Treatment Failure With Ribavirin Treatment
Approximately 40% of transplant recipients with persistent HEV relapse after 3 months of treatment with ribavirin.31,32 Potential reasons for treatment failure include the need for dose reduction, insufficient duration of treatment to ensure HEV is cleared from both blood and stool, and the development of ribavirin-associated mutations (G1634R mutation in the RdRp domain of the ORF1 protein is associated with ribavirin treatment failure).38,39 The majority of patients who relapse will respond to a longer course of treatment with ribavirin, even those harboring the G1634R mutation.37 Therefore, retreatment with a longer course of ribavirin should be considered for patients who relapse, and treatment continued until the HEV RNA is negative in blood and stool on 2 tests at least 1 month apart. Retreatment for 6 months with ribavirin will be sufficient for many patients to achieve a sustained virological response, but some will require longer treatment.36 There are occasional reports of very resistant cases of HEV with multiple mutations that confer resistance to ribavirin who have persisting HEV viremia despite continued treatment.40 This emphasizes the importance of ensuring the patient receives effective treatment on their first course of treatment where possible.
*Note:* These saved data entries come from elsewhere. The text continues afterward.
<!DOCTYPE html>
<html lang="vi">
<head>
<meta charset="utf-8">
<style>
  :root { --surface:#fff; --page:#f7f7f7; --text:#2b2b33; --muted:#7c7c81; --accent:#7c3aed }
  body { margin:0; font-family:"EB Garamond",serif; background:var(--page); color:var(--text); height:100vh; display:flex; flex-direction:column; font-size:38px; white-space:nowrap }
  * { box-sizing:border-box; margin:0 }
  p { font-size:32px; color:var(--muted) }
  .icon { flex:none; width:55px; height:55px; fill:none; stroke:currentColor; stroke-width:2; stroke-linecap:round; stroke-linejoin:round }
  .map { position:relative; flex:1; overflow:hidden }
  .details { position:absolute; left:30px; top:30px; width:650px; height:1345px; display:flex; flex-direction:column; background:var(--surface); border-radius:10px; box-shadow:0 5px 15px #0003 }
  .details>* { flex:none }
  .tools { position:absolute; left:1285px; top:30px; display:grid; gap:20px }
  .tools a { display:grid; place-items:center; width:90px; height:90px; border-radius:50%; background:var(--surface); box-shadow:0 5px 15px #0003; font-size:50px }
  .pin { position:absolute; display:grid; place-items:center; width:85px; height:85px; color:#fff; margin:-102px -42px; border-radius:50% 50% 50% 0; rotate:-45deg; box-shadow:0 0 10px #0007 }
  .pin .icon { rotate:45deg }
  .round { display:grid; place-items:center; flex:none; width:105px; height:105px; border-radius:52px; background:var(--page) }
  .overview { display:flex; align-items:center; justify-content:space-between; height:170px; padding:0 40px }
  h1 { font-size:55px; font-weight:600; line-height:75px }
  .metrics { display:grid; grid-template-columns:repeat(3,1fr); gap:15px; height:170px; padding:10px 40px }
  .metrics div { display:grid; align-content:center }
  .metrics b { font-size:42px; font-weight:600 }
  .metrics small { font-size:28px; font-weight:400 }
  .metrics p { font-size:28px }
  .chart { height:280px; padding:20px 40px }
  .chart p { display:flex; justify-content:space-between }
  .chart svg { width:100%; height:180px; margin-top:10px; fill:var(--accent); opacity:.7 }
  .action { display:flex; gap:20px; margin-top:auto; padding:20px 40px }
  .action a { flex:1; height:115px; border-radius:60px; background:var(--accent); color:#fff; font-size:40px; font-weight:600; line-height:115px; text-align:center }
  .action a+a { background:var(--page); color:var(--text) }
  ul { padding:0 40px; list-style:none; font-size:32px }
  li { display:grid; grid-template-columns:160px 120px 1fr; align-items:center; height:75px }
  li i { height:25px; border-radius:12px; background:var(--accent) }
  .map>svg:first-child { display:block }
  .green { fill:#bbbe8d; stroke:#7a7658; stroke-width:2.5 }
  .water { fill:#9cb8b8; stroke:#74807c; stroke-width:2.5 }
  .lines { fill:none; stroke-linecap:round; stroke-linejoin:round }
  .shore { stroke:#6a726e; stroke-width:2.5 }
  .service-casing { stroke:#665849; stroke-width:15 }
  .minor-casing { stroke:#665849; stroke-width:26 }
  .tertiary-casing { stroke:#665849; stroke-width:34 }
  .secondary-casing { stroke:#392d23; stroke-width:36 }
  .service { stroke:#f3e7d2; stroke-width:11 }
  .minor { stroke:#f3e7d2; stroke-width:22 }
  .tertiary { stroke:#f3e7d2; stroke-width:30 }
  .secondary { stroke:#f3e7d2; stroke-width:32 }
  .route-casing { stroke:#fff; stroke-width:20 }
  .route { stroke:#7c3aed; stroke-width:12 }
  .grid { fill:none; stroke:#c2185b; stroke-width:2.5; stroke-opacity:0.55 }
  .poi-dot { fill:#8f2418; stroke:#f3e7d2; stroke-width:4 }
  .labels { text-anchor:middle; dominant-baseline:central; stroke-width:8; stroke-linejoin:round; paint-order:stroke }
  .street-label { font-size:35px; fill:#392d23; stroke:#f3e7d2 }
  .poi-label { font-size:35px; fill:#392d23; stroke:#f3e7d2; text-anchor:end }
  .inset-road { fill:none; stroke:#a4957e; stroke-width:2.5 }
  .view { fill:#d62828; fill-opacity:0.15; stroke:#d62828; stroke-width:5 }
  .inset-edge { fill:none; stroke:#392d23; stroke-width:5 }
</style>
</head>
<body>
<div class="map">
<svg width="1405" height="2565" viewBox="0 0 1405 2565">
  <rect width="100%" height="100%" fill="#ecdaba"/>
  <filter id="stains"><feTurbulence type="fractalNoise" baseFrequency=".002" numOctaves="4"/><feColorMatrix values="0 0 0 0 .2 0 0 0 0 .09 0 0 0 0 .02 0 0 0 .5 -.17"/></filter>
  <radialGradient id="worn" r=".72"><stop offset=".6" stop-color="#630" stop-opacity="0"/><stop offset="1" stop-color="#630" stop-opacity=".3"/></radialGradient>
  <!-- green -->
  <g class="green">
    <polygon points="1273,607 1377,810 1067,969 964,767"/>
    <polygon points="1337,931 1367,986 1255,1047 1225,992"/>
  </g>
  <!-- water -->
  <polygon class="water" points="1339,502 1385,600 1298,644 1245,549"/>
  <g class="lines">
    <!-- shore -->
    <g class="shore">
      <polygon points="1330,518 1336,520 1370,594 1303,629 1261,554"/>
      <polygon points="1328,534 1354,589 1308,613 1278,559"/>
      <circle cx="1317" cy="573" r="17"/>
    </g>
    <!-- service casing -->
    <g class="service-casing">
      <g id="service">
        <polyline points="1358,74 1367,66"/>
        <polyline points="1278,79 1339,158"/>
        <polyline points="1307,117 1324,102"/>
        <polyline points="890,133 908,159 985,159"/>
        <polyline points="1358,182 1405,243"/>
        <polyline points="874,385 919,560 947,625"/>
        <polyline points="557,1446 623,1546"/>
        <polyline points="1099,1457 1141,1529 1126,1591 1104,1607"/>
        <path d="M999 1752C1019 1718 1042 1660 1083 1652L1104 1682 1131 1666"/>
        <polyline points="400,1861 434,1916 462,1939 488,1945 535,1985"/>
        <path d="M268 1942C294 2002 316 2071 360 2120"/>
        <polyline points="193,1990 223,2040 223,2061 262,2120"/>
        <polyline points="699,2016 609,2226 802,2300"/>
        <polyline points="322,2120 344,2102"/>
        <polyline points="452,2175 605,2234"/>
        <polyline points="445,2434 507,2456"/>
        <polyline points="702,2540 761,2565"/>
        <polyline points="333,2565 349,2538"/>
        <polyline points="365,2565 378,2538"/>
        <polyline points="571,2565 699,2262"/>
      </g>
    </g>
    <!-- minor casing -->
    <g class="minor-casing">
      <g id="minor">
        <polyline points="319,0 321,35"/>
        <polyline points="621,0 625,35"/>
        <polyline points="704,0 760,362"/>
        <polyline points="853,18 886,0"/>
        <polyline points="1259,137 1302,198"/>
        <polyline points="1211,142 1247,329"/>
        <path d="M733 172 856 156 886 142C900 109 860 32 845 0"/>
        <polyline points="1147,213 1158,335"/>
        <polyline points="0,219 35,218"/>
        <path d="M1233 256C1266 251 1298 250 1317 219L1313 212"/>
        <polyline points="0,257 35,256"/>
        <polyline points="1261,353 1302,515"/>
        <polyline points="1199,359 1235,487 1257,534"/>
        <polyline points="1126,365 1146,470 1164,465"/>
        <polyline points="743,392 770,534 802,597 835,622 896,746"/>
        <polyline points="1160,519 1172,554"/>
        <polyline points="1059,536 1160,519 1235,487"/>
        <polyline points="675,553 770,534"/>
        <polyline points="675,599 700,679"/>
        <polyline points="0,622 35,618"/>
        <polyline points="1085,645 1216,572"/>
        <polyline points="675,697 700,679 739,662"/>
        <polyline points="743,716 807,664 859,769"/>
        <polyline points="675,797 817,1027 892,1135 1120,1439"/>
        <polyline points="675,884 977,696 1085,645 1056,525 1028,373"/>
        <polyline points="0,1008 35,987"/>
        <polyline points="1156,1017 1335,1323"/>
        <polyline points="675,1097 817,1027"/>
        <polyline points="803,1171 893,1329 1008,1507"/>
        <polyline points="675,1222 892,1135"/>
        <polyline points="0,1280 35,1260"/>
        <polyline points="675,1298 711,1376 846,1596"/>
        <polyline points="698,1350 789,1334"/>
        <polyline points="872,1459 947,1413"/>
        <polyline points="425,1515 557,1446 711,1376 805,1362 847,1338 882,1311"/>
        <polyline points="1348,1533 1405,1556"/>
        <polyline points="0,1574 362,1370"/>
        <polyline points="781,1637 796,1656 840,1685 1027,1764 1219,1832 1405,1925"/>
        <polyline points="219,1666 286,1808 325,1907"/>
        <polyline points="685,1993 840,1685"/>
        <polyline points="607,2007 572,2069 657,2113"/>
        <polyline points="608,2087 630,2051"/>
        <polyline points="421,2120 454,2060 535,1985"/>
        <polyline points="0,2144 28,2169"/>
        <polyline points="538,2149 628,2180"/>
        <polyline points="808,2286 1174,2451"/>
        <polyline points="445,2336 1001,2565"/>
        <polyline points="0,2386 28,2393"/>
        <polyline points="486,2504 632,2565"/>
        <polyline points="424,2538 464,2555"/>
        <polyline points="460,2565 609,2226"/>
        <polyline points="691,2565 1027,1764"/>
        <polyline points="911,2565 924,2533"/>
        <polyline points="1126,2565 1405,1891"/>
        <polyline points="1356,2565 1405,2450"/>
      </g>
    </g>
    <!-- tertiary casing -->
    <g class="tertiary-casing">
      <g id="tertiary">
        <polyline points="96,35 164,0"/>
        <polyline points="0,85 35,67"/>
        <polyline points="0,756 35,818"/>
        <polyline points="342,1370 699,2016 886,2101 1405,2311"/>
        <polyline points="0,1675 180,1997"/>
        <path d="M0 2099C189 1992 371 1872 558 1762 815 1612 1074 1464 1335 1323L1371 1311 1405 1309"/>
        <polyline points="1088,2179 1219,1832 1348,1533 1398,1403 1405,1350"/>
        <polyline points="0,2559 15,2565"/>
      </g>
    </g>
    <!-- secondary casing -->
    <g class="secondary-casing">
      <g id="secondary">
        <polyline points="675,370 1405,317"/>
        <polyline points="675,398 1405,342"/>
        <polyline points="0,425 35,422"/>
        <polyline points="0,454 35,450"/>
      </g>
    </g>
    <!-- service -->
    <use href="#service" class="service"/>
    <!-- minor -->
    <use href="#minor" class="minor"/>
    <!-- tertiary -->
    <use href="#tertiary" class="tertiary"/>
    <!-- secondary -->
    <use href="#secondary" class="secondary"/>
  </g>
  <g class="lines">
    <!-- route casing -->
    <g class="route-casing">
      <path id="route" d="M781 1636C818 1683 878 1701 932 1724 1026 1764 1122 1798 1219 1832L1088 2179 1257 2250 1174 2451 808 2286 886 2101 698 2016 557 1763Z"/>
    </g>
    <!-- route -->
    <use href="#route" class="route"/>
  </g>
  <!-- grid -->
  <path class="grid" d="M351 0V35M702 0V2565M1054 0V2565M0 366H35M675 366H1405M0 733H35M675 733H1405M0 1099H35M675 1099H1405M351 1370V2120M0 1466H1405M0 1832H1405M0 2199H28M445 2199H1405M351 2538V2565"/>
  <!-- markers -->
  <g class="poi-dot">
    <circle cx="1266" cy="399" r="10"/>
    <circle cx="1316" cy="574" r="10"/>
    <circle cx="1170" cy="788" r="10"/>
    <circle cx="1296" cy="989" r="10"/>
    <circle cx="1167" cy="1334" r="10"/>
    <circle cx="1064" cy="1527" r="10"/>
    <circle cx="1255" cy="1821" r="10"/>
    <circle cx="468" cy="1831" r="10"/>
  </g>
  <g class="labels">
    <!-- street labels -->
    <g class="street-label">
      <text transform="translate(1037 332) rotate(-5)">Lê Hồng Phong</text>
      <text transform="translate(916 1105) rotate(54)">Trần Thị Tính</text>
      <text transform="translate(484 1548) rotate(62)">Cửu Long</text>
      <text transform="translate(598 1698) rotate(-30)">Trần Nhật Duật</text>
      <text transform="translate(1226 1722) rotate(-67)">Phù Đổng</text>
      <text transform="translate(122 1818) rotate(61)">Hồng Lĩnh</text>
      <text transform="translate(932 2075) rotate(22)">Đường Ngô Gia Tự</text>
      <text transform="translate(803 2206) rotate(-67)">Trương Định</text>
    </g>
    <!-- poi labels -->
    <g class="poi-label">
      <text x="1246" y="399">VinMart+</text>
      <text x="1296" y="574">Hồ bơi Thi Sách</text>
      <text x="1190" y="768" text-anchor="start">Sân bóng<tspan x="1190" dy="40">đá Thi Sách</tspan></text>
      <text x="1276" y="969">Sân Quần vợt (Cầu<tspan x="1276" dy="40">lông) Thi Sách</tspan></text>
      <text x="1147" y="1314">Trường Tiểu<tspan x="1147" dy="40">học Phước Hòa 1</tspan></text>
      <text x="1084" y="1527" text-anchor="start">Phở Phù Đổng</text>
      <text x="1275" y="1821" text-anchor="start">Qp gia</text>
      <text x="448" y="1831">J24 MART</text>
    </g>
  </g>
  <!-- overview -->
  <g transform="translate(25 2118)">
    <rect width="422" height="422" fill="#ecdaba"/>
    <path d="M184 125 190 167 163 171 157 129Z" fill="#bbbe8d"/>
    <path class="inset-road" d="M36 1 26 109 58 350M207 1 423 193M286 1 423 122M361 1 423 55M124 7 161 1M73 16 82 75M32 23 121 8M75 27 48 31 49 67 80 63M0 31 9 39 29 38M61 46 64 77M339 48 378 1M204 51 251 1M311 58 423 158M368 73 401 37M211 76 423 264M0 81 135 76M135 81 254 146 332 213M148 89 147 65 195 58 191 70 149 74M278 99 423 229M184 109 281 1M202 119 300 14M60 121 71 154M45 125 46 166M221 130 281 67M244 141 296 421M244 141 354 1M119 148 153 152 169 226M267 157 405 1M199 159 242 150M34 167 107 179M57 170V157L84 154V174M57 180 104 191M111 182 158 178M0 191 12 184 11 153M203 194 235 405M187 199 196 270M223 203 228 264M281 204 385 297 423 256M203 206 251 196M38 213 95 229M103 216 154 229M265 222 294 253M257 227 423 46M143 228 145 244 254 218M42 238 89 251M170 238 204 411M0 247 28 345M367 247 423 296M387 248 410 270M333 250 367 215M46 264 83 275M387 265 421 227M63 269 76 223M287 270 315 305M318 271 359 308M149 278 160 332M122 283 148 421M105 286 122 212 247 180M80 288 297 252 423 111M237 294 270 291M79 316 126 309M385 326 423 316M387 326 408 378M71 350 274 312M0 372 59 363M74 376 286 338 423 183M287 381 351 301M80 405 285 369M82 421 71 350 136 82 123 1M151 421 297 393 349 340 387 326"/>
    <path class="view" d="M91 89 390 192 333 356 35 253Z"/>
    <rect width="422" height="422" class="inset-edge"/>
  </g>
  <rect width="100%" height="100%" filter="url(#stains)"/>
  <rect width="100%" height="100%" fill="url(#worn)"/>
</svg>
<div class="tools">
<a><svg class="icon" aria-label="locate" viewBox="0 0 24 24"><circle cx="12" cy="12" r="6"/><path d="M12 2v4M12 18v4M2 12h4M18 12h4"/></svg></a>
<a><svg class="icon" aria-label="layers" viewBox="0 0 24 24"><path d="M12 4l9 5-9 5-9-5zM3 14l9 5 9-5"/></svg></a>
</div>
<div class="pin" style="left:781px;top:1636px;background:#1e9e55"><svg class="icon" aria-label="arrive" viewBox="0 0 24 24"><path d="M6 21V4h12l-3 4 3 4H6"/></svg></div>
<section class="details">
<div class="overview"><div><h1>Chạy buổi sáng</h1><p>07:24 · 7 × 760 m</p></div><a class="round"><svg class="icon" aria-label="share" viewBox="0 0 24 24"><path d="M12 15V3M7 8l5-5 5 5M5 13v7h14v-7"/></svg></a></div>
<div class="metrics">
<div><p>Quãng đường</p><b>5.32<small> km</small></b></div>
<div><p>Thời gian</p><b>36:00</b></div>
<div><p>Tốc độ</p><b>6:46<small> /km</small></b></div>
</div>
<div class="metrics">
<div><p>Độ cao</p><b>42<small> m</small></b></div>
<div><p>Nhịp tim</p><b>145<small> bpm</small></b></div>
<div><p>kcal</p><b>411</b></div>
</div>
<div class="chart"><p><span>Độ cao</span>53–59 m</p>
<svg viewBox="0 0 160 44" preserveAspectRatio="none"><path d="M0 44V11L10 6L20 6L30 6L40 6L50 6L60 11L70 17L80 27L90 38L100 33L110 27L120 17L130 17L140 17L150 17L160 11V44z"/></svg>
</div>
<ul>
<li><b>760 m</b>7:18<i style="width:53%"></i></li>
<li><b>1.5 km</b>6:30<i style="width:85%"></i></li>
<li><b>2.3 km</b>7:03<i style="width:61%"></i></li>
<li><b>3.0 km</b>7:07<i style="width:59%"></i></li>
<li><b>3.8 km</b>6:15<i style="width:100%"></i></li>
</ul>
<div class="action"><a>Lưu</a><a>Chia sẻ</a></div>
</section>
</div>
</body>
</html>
For cases of ribavirin-refractory persistent HEV, treatment with PEG-interferon could be considered because there are case reports of successful clearance of persistent HEV with PEG-interferon in transplant recipients (75% SVR in 8 patients treated for 3-12 months).35 However, PEG-interferon is well known to increase the risk of rejection in transplant recipients, so close monitoring is required.
PROCESS OF WRITING AND METHODOLOGY
The BTS Guidelines for Hepatitis E and Solid organ Transplantation were posted online in June 2017.41 They were written by a team with wide representation from UK clinicians under the auspices of the BTS Standards Committee and were produced in line with the BTS Clinical Practice Guideline Development policy (available at http://www.bts.org.uk/).42 In brief, a systematic review of the relevant literature and synthesis of the available evidence was commissioned from selected clinical experts working to the standards of the above document. Draft chapters were produced by expert authors and reviewed for content, and modified to house style by the editorial committee. This was followed by peer group appraisal and expert review. After revision of the text, appropriate levels of evidence were added to the recommendations by editorial and author consensus. The draft of the document was placed on the BTS website in April 2017 for a period of open consultation, to which clinicians and patient groups were actively encouraged to contribute. After a further round of editorial review, the final document was posted in June 2017.
The last date of formal literature review was December 2016, although additional references were included during the review process.
The guideline used the GRADE system to rate the strength of evidence and the strength of recommendations.43 This approach is consistent with that adopted by previous BTS guidelines. It is recognized that the evidence base in this area of clinical practice is weak, and the grading of the recommendations reflects this. The guidelines are designed to indicate areas of agreement where they exist and to suggest good practice where they do not. As such, it is hoped that they will stimulate debate audit, research, and changes in practice, as well as a providing a reference point to current clinical practice.
The guideline comprises 54 pages and is freely available at https://bts.org.uk/guidelines-standards/. Given the lack of a consistent evidence base the guideline does not attempt to be proscriptive or to define a standard of care. However, to be of value, it must indicate areas where the evidence or consensus of opinion is strong. Therefore, each section of the guideline is prefaced by one or several “statements of recommendation,” which are explained and referenced in the subsequent text.